BEGIN

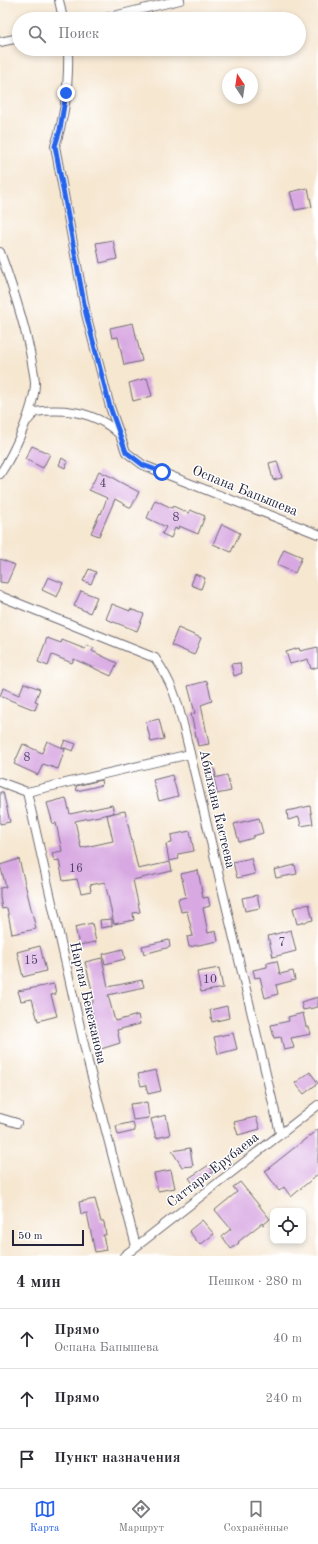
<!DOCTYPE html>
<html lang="ru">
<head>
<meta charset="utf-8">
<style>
  body { margin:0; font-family:"Old Standard TT",serif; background:#f2f2f3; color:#2b2b33 }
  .controls { position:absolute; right:12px; bottom:12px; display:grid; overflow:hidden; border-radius:8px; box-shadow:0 2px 6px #0003 }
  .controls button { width:36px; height:36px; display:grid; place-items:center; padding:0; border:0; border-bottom:1px solid #e1e1e2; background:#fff; color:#2b2b33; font:20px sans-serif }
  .compass { position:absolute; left:222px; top:68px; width:36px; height:36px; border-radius:50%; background:#fff; box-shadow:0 2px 6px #0003; rotate:347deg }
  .scale { position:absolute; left:12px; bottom:10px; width:72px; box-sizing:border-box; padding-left:4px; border:2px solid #22223b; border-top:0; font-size:11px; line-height:14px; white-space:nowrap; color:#22223b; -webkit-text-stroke:3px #fff; paint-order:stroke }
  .stop { position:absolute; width:12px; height:12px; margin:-9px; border:3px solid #2563eb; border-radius:50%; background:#fff }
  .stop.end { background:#2563eb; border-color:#fff; box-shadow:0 1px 4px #0008 }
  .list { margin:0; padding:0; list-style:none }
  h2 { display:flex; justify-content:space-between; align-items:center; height:52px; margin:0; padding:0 16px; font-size:17px }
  h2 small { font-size:13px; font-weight:400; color:#7c7c81 }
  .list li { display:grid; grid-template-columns:26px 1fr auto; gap:12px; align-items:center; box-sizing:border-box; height:60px; padding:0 16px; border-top:1px solid #e1e1e2 }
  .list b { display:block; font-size:15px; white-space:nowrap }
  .list p { margin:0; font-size:13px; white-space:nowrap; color:#7c7c81 }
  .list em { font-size:13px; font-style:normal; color:#7c7c81 }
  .icon { flex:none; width:22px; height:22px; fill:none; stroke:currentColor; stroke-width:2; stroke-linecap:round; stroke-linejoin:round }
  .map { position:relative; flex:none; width:318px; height:1256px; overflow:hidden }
  .search { position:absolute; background:#fff; box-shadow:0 2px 6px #0003; left:12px; right:12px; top:12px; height:44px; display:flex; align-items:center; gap:10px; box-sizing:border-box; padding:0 14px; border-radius:22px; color:#7c7c81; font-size:15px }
  .sheet { height:232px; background:#fff }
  nav { display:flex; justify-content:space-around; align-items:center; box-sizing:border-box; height:56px; border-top:1px solid #e1e1e2; background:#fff; font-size:11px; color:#7c7c81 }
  nav a { display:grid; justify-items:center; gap:2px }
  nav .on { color:#2563eb }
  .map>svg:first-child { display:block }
  .building { fill:#d8a8e2; fill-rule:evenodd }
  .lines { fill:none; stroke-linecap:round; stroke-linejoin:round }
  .minor-casing { stroke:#6c6770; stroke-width:10 }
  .minor { stroke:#fff; stroke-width:8 }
  .route { stroke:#2563eb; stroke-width:5 }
  .labels { text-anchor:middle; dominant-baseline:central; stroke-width:3; stroke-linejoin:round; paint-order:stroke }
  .number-label { font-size:12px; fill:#504465 }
  .street-label { font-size:14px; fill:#22223b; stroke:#fff }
</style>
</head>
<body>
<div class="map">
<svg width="318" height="1256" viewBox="0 0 318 1256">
  <rect width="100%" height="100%" fill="#fff"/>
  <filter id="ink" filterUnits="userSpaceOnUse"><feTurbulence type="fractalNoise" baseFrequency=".025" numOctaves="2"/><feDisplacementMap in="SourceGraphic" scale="8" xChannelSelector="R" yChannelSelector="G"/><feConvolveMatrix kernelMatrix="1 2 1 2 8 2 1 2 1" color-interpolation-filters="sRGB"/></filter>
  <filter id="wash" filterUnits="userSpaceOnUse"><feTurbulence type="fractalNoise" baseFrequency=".012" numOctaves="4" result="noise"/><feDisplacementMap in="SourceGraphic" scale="16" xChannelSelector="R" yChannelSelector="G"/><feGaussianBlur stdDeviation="0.9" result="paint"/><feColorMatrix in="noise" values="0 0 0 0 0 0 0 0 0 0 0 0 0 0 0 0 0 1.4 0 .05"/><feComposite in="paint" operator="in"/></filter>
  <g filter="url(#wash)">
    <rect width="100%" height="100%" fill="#f6e7d1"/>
    <g id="blocks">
      <g class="building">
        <polygon points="308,188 312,207 295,210 290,192"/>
        <polygon points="113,240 117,259 100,263 96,243"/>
        <polygon points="133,323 142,361 124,365 118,337 112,338 110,328"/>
        <polygon points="147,378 152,396 133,401 129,383"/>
        <polygon points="32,446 50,454 43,468 25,459"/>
        <polygon points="62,458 68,462 65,468 59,465"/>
        <polygon points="277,461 282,478 273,480 269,463"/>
        <polygon points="99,471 116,479 116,480 139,492 131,508 115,499 99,536 91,533 100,513 101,514 107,498 89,490"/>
        <polygon points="155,500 172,508 173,506 188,513 190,510 205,516 198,534 179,526 178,529 175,528 171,538 162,534 166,527 147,518"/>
        <polygon points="222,524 240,533 231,552 213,544"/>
        <polygon points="284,549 302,557 295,573 277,565"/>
        <polygon points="0,559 15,565 7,583 0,582"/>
        <polygon points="89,569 96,572 91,584 83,581"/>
        <polygon points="195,574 205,578 201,589 191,585"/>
        <polygon points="48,577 63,583 57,597 42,590"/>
        <polygon points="81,591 97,597 90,613 74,606"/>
        <polygon points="112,604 130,611 130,609 144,614 137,631 106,619"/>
        <polygon points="178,628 201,638 194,655 171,645"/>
        <polygon points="47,638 61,643 62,640 85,649 87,645 94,648 92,651 117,663 111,676 74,659 72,663 52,655 48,666 38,662"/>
        <polygon points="318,647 318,667 311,669 308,659 290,664 286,652 299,648 300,651"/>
        <polygon points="240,663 242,673 234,676 231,664"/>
        <polygon points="207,681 212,701 201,705 209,744 198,746 191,714 195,713 188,686"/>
        <polygon points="24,683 40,689 35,701 38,702 35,710 0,696 3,688 19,695"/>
        <polygon points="159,719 164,739 151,742 146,722"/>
        <polygon points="65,740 76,744 73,751 62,747"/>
        <polygon points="47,741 65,749 58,769 43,764 38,775 14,764 23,744 42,753"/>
        <polygon points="214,768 216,776 207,778 205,770"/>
        <polygon points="172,775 178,796 159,801 153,780"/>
        <polygon points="227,775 231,791 217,794 214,778"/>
        <polygon points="101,780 102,785 77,791 76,786"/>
        <polygon points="0,792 3,792 10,822 0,824"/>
        <path d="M66 798 70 814 112 805 114 813 125 811 138 869 170 862 172 871 133 880 140 912 133 913 134 920 114 924 105 882 90 885 91 891 81 893 77 879 63 881 59 860 54 861 52 853 62 851 56 823 53 824 47 803ZM114 813 107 815 113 841 81 848 75 821Z"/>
        <polygon points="310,806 313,824 301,826 299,817 288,820 287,811"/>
        <polygon points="259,818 263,833 253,836 253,838 239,842 234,824"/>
        <polygon points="190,831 194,851 178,854 179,859 169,861 166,844 172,843 171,835"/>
        <polygon points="251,858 255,874 237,878 233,862"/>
        <polygon points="19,859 36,929 12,934 7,908 2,909 0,897 0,888 6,887 0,865"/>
        <polygon points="295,865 297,874 276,878 274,870"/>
        <polygon points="198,870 203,898 208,897 210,906 203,908 208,933 216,931 218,941 189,947 187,937 193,936 187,911 181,912 178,899 186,897 181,874"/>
        <polygon points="257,895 260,908 245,911 242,898"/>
        <polygon points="309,904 313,920 297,924 293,908"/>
        <polygon points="112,919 112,926 101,928 100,920"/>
        <polygon points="92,923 96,942 79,945 75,927"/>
        <polygon points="291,930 296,951 273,957 268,936"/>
        <polygon points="169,940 170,947 144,954 142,946"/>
        <polygon points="40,946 46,971 23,977 17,952"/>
        <polygon points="123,949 125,959 105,964 103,954"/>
        <polygon points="102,958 108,987 142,980 144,987 108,995 115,1021 138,1015 140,1024 117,1030 120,1043 101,1049 90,1004 93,1003 92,990 85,962"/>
        <polygon points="277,961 280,974 293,971 295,980 276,985 278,994 265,998 260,977 255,978 253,970 267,967 267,963"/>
        <polygon points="219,968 223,988 201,992 197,972"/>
        <polygon points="54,984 56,994 51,995 57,1016 38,1021 32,999 21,1001 18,991"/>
        <polygon points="318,997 318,1007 303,1010 301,1002"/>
        <polygon points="227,1006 229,1018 212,1022 210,1010"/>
        <polygon points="303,1013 306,1027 309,1027 311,1034 291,1038 294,1048 284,1050 281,1037 274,1038 271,1025 289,1021 288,1017"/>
        <polygon points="233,1033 237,1049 218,1054 214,1037"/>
        <polygon points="156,1070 161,1091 148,1094 146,1085 141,1086 138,1074"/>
        <polygon points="310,1072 318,1083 304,1094 295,1083"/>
        <polygon points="147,1102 149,1118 133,1120 130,1104"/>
        <polygon points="166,1115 170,1135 156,1138 151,1119"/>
        <polygon points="256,1117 260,1129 238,1135 234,1122"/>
        <polygon points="133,1122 135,1131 118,1135 116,1126"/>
        <polygon points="318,1129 318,1174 291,1197 284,1187 279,1191 265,1171"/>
        <polygon points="190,1148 193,1166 182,1167 172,1151"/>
        <polygon points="209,1165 213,1172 194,1185 189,1178"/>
        <polygon points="171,1170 175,1188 158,1191 154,1173"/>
        <polygon points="240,1182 270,1219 263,1225 262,1223 238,1242 239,1243 231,1249 222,1236 231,1229 215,1210 237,1192 233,1187"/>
        <polygon points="95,1199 101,1222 104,1222 106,1235 103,1235 106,1250 95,1252 87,1213 81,1214 79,1202"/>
        <polygon points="202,1220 214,1234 200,1245 189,1231"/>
      </g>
    </g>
  </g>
  <g filter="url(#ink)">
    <use href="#blocks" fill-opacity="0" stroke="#6c6770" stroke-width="1"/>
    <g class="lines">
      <defs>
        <g id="minor">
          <polyline points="59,0 63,19"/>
          <polyline points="101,19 180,0"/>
          <polyline points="0,42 19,38"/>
          <path d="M68 49C69 81 65 116 55 146L86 314 110 407 126 452 143 465 318 534"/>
          <path d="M0 252C13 288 26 326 32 363 33 370 35 377 35 384 34 409 14 453 0 474"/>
          <path d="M28 420 35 412C65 408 95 412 118 433"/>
          <path d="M0 596 155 658C172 683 177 699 184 728L280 1133"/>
          <polyline points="0,782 27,792"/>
          <polyline points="27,792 88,1062 136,1246"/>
          <polyline points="27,792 190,754"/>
          <polyline points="0,1118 17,1123"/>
          <polyline points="124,1256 318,1105"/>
        </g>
      </defs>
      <use href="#minor" class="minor-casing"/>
      <use href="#minor" class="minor"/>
    </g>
  </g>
  <g class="lines" filter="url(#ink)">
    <polyline class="route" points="66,93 60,130 55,146 86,314 110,407 126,452 143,465 162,472"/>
  </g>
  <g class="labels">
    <g class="number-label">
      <text x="103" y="484">4</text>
      <text x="176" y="518">8</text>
      <text x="27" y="758">8</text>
      <text x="76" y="869">16</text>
      <text x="282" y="943">7</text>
      <text x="31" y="961">15</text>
      <text x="210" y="980">10</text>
    </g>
    <g class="street-label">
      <text transform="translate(245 491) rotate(22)">Оспана Бапышева</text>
      <text transform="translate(217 809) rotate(77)">Абилхана Кастеева</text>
      <text transform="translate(88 1003) rotate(77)">Нартая Бекежанова</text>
      <text transform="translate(213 1170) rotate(-38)">Саттара Ерубаева</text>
    </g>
  </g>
</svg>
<div class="controls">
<button><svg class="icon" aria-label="locate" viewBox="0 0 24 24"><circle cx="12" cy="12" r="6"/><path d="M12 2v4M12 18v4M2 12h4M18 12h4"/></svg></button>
</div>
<svg class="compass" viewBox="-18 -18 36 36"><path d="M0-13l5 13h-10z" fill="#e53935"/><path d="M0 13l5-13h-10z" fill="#7c7c81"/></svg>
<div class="scale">50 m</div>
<div class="stop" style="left:162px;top:472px"></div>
<div class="stop end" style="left:66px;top:93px"></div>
<div class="search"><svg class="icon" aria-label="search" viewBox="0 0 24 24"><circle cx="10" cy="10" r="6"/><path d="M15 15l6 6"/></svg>Поиск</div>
</div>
<section class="sheet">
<h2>4 мин<small>Пешком · 280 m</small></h2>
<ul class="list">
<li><svg class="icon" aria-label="ahead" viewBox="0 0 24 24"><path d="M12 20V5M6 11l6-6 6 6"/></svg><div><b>Прямо</b><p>Оспана Бапышева</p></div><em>40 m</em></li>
<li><svg class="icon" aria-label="ahead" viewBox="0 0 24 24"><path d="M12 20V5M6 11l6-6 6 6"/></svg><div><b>Прямо</b></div><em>240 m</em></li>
<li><svg class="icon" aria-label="arrive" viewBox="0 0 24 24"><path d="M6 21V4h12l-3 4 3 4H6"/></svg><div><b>Пункт назначения</b></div></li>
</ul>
</section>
<nav>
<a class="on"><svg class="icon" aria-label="map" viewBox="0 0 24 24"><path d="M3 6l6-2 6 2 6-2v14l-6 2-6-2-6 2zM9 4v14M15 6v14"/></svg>Карта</a>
<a><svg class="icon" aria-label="directions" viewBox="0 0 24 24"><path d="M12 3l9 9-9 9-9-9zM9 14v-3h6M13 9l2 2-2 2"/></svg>Маршрут</a>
<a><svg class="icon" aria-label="saved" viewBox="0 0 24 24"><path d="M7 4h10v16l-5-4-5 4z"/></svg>Сохранённые</a>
</nav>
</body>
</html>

END

▶ [EXERCISE AIM]: Leave out the pictures and repeat exactly the lines from the start of the material through the line that contains "position:absolute; left:222px; top:68px;", both included.

▶ [REPLY TO THE TASK]:
<!DOCTYPE html>
<html lang="ru">
<head>
<meta charset="utf-8">
<style>
  body { margin:0; font-family:"Old Standard TT",serif; background:#f2f2f3; color:#2b2b33 }
  .controls { position:absolute; right:12px; bottom:12px; display:grid; overflow:hidden; border-radius:8px; box-shadow:0 2px 6px #0003 }
  .controls button { width:36px; height:36px; display:grid; place-items:center; padding:0; border:0; border-bottom:1px solid #e1e1e2; background:#fff; color:#2b2b33; font:20px sans-serif }
  .compass { position:absolute; left:222px; top:68px; width:36px; height:36px; border-radius:50%; background:#fff; box-shadow:0 2px 6px #0003; rotate:347deg }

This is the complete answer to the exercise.